GCSE Reforms: A Tale of Two (Confused) Issues
18th September 2012
The most puzzling thing about the GCSE reform announcements and consultation is how it conflates two entirely separate issues, yet no politicians so far seems to notice. That, or the Coalition are willfully blending two ideas together to make this seem like a more impressive reform than it actually is.
Here are the two separate issues raised by Gove, Clegg and the consultation:
(1) An interplay of the league table accountability system mixed with market-based exam companies has encouraged exam boards to design ‘easier’ specifications which teachers then move to so that students have a better chance of getting a C. In doing so this has caused a ‘spiral of decline’ and exams have got easier and easier.

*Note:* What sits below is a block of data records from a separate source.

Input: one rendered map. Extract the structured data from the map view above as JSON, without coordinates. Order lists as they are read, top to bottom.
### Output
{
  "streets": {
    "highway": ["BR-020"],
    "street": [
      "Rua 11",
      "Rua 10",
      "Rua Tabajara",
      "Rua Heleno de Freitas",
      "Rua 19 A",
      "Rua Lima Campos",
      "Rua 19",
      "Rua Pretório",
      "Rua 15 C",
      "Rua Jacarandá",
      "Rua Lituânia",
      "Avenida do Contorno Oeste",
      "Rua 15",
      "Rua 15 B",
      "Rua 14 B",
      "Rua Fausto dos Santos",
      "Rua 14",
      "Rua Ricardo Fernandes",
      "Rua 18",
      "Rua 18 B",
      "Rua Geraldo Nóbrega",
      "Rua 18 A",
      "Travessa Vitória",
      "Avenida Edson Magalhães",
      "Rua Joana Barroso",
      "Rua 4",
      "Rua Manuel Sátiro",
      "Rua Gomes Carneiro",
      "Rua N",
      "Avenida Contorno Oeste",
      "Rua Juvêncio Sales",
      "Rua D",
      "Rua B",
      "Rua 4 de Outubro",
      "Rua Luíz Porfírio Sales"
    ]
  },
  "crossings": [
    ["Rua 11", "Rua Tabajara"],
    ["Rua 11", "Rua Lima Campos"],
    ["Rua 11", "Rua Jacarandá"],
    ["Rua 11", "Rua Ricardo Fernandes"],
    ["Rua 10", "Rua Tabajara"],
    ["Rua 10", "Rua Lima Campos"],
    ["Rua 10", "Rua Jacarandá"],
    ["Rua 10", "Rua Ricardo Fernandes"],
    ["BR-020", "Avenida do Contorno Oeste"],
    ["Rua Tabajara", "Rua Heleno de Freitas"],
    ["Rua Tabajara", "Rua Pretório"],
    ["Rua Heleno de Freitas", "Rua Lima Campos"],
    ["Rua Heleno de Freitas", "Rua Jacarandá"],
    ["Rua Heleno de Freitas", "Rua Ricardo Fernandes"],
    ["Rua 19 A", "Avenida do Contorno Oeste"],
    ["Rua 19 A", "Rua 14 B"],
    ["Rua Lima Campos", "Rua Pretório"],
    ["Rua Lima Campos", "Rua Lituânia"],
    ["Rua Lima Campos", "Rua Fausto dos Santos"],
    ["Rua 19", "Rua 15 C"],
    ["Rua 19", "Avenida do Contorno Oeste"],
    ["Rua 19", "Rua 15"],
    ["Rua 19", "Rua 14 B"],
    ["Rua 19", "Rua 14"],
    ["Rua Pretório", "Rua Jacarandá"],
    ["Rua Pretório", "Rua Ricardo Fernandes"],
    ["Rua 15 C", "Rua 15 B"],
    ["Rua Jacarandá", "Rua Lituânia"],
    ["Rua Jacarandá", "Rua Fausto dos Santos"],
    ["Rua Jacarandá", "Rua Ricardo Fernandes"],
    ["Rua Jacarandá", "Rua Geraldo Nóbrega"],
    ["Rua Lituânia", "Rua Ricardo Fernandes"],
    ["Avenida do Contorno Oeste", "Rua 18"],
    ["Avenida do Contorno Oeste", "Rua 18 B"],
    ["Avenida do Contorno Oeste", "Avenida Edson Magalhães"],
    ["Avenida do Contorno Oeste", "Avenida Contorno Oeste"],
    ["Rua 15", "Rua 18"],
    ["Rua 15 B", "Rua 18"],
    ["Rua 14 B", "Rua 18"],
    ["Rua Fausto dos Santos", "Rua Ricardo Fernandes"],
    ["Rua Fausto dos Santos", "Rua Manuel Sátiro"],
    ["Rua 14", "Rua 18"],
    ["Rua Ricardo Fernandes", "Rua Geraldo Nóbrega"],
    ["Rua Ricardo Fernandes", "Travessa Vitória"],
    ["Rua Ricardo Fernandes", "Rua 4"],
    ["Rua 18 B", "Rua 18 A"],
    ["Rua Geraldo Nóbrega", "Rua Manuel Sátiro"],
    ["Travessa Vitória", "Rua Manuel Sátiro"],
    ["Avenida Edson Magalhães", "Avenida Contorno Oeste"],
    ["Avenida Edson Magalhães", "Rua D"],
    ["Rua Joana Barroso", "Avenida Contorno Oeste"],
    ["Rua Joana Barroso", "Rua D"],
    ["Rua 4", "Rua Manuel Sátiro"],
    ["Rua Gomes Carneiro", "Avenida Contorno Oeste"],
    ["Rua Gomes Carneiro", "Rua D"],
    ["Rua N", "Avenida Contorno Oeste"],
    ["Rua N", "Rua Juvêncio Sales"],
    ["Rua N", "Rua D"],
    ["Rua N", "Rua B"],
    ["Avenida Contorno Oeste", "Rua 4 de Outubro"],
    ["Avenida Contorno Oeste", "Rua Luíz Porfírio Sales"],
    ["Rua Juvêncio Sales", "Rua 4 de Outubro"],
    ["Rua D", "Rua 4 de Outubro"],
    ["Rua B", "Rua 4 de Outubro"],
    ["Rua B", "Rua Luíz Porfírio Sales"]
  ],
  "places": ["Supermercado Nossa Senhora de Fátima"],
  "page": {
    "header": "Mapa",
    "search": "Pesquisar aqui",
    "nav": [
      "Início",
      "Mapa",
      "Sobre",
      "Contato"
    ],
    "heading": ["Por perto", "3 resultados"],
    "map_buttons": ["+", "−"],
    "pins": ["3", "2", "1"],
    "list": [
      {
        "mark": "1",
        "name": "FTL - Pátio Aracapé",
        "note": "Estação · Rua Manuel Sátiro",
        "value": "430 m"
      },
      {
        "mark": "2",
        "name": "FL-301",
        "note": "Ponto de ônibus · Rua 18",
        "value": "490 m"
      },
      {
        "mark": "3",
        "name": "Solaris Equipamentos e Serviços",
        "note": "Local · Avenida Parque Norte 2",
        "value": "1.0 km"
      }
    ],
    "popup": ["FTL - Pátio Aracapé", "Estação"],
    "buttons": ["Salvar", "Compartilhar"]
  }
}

(2) Currently about 35% of students don’t get a C in their GCSEs and this causes issues with their progression. Furthermore, these students sit an exam which has easier material on it, relevant only to G-C grades, and so even if the student does get a C it is (arguably) not commensurate with a C gained by someone sitting a harder paper.
These are two distinct problems. But, somehow, they have become inflated into one enormous ‘crisis of exams’ and – in Paragraph 3.7 – they even appear to be causally linked. The author of paragraph seems to suggest that because some exam boards have occasionally been lax in writing and controlling assessments this has caused students to struggle to proceed in their education. That’s ridiculous. While there are any number of reasons why students don’t get C grades – comprehension issues, valuing looking ‘cool’ over being smart, a hatred of writing, an inability to concentrate for 2 hours – the idea that their D grades are being caused by the administrative decisions of people sitting far away in an exam office is the kind of logic that could only be believed by someone sitting in a far away office.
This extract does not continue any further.